The Mountain Laurel
The Journal of Mountain Life

Visit us on FaceBookGenerations of Memories
from the
Heart of the Blue Ridge


Cattle Drive

By Lois S. Poff © 1987

Issue: March, 1987

It was August, 1931 and my sister and I had just returned to our farm home at Floyd after completing our first quarter at R.S.F.C. at Radford, Virginia. That night our father told us that he had bought up a bunch of cattle down on Runnett Bag and he wanted us to go down with him the next morning to help him drive them out from down there.

I didn't say anything or ask any questions. I was just so happy to get to go to Runnett Bag for I had heard of it all my life and never had got to go there. I knew my father had bought the Phillip Lancaster farm way over near the Franklin County, Virginia line but I didn't know he had gone down in Franklin County and bought up a big herd of cattle to put over there for late summer and fall pasture.

We got up early the next morning and William Epperly, a neighbor, took us down there in his roadster and then he left. My sister and I went in the house and visited with the woman and her little daughter while the men rounded up the cattle. When we heard our father holler, we ran out, grabbed our sticks and got ready to drive. I was surprised when I saw there was so many. I believe there were fifteen or twenty head, mostly steers.

My father got them started in the right direction and then walked on ahead and was soon out of sight. He was checking the way to see if there was other livestock or vehicles ahead that might cause trouble.

We got excited. We had never done a job like that before. We had just gone a short distance until we came to a creek. Before I knew it my sister was just wading across the creek with her shoes on right with the cattle. She thought she saw a place across the creek where they would need heading off. I stayed on the other side until the cattle got across and there I started across a foot log. When I got almost across, I saw two had come back and were just standing in the water. I had to rush back across the foot log, wave my stick, and "hurry, hurry," them on.

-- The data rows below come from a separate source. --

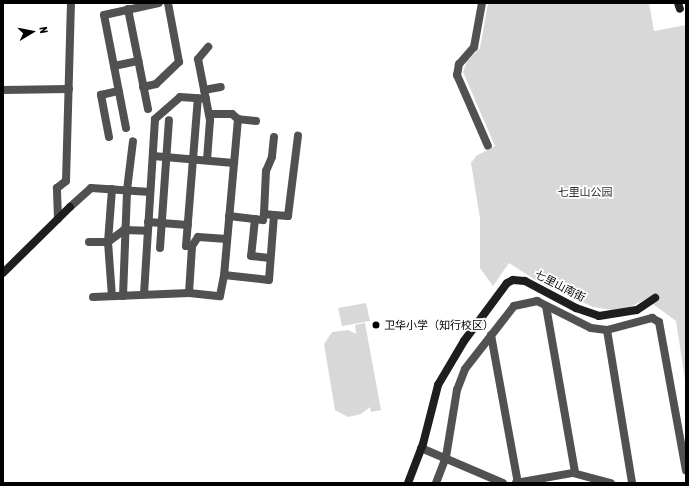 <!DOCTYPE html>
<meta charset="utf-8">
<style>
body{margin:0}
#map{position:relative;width:689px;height:486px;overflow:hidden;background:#fff;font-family:"Asap Condensed","Noto Sans SC",sans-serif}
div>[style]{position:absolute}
.green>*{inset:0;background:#d8d8d8}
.street>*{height:8px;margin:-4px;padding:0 4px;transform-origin:4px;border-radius:4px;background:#515151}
.secondary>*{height:8px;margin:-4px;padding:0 4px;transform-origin:4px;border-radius:4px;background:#1e1e1e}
.dots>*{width:11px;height:11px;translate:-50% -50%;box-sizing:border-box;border:2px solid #fff;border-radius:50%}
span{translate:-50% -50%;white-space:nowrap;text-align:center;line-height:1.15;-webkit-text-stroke:3.5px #fff;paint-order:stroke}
.park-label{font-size:11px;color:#2f2f2f}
.street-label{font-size:11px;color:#000}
.poi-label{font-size:11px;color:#000}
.left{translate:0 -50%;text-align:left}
.frame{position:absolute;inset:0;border:4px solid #000;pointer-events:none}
.north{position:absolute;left:12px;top:12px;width:40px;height:40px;-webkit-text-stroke:3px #fff;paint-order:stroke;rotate:80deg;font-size:11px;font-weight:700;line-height:16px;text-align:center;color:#000}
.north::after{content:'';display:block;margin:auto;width:14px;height:18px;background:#000;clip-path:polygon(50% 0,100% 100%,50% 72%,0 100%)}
</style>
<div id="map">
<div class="green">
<div style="clip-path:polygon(488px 3px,649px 3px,654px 31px,686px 25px,686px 386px,676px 321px,646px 299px,628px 308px,613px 310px,593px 307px,534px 279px,509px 263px,493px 286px,480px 268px,480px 218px,471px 163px,476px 156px,495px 146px,463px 72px,467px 61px,480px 48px)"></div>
<div style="clip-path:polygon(366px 303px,370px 321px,342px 326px,338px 308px)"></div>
<div style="clip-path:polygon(365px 323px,381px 410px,371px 412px,370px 407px,361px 414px,348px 417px,335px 410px,324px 344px,332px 332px,348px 330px,356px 334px,355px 325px)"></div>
</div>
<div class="street">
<div style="left:482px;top:3px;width:45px;rotate:100.3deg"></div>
<div style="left:474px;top:47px;width:23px;rotate:131deg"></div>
<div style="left:459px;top:64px;width:11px;rotate:100deg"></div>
<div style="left:457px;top:75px;width:77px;rotate:66.4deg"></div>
<div style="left:128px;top:9px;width:102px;rotate:78.7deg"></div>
<div style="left:114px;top:66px;width:25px;rotate:-12deg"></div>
<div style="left:143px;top:87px;width:13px;rotate:-13deg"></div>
<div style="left:156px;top:84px;width:32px;rotate:-44deg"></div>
<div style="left:179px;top:62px;width:60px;rotate:-100.6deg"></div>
<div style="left:3px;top:90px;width:66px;rotate:-0.9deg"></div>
<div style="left:204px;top:90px;width:17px;rotate:-10deg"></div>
<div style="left:209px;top:114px;width:23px"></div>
<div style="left:232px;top:114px;width:8px;rotate:40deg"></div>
<div style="left:256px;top:121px;width:18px;rotate:-174deg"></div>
<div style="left:238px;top:119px;width:157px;rotate:95.1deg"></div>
<div style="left:224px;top:275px;width:45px;rotate:6.3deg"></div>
<div style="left:269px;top:280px;width:65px;rotate:-85.6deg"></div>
<div style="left:274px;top:215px;width:14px;rotate:4deg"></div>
<div style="left:288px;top:216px;width:81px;rotate:-82.9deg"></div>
<div style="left:126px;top:128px;width:115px;rotate:-101deg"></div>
<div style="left:104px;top:15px;width:56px;rotate:-12.3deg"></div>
<div style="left:109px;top:137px;width:43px;rotate:-100.8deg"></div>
<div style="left:101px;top:95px;width:18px;rotate:-13deg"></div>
<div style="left:274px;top:137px;width:20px;rotate:96deg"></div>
<div style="left:272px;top:157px;width:15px;rotate:113deg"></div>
<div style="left:266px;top:171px;width:43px;rotate:92.7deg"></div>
<div style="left:264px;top:214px;width:10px;rotate:6deg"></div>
<div style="left:153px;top:156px;width:81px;rotate:4.9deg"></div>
<div style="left:207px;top:160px;width:40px;rotate:-85.7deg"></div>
<div style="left:210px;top:120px;width:62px;rotate:-101.1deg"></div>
<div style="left:198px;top:59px;width:16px;rotate:-50deg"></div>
<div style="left:112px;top:189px;width:53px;rotate:94.3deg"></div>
<div style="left:108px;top:242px;width:54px;rotate:85.8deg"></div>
<div style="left:70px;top:207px;width:28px;rotate:-42deg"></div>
<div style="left:91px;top:188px;width:59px;rotate:3.9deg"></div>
<div style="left:229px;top:216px;width:34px;rotate:7deg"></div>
<div style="left:263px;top:220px;width:6px;rotate:-81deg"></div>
<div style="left:58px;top:219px;width:31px;rotate:-92deg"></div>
<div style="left:57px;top:188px;width:11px;rotate:-38deg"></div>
<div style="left:66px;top:181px;width:178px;rotate:-88.4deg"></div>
<div style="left:255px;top:219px;width:37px;rotate:96deg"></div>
<div style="left:251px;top:256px;width:19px;rotate:6deg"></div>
<div style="left:148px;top:222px;width:40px;rotate:4.3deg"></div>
<div style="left:89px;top:242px;width:19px"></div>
<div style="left:108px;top:242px;width:20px;rotate:-37deg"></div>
<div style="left:124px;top:230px;width:23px;rotate:2deg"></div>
<div style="left:192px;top:246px;width:11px;rotate:-56deg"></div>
<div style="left:198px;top:237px;width:29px;rotate:4deg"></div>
<div style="left:160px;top:248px;width:128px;rotate:-86deg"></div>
<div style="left:189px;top:293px;width:47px;rotate:-86.3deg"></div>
<div style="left:192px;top:246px;width:6px;rotate:180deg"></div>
<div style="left:186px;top:246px;width:148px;rotate:-85.4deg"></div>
<div style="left:144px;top:294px;width:175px;rotate:-86.4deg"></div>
<div style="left:155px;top:119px;width:33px;rotate:-41deg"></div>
<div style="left:180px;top:97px;width:26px;rotate:4deg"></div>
<div style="left:123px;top:296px;width:106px;rotate:-87.8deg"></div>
<div style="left:127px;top:190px;width:49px;rotate:-83deg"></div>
<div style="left:93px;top:297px;width:96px;rotate:-2.4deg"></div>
<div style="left:189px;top:293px;width:31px;rotate:6deg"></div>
<div style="left:220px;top:296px;width:21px;rotate:-79deg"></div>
<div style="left:546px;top:306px;width:169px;rotate:80.1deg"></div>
<div style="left:607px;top:330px;width:155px;rotate:80.7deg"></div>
<div style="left:491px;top:335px;width:150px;rotate:79.7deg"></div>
<div style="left:421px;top:448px;width:89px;rotate:23.1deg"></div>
<div style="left:436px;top:483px;width:28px;rotate:-69deg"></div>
<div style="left:446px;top:457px;width:68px;rotate:-80.7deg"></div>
<div style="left:457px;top:390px;width:22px;rotate:-69deg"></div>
<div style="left:465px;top:369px;width:80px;rotate:-52.1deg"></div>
<div style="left:514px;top:306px;width:24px;rotate:-12deg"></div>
<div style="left:537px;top:301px;width:60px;rotate:26.6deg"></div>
<div style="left:591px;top:328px;width:16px;rotate:7deg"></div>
<div style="left:607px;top:330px;width:47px;rotate:-14.9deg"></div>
<div style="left:652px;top:318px;width:8px;rotate:30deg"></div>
<div style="left:659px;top:322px;width:151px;rotate:79.7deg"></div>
<div style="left:516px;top:483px;width:58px;rotate:-10deg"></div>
<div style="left:573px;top:473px;width:39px;rotate:15deg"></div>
</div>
<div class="secondary">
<div style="left:678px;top:3px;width:6px;rotate:72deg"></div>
<div style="left:3px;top:273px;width:94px;rotate:-44.6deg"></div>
<div style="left:408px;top:483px;width:42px;rotate:-69deg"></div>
<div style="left:423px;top:444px;width:61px;rotate:-75.7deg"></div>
<div style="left:438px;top:385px;width:51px;rotate:-59.4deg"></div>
<div style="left:464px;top:341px;width:72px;rotate:-53.4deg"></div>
<div style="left:507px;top:283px;width:7px;rotate:-27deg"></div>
<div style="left:513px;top:280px;width:12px;rotate:5deg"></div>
<div style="left:525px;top:281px;width:58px;rotate:27.9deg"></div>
<div style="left:576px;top:308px;width:24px;rotate:19deg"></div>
<div style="left:599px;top:316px;width:38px;rotate:-9deg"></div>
<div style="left:637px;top:310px;width:22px;rotate:-34deg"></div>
</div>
<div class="dots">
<div style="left:376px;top:325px;background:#000"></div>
</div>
<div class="park-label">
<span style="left:585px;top:192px">七里山公园</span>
</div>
<div class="street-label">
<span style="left:560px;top:286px;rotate:27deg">七里山南街</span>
</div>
<div class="poi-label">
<span class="left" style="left:384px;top:325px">卫华小学（知行校区）</span>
</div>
<div class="frame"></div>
<div class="north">N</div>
</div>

When we got them all going on up the mountain trail and I got time to think, I thought of the many western story magazines I had read and western movies I had seen when I was growing up and how I used to wish I could be a cow girl.

Runnet Bag didn't look like I was expecting. I didn't see any big meadows dotted with hay stacks and I believe feed was scarce was why people were selling their cattle.

I didn't speak to anyone all the way up the mountain. My sister stayed on one side of the herd and I stayed on the other. Occasionally I would glimpse my father way ahead when he would stop and wait to see if we were coming on.

After we had driven the cattle for miles up the mountain we came to a better road and there was William waiting in his car. My sister got on the running board on one side of the car and I got on the other and after that we rode along and drove them.

I was glad when I saw my father heading the cattle through an open gate at the Lancaster farm, but still it had been fun.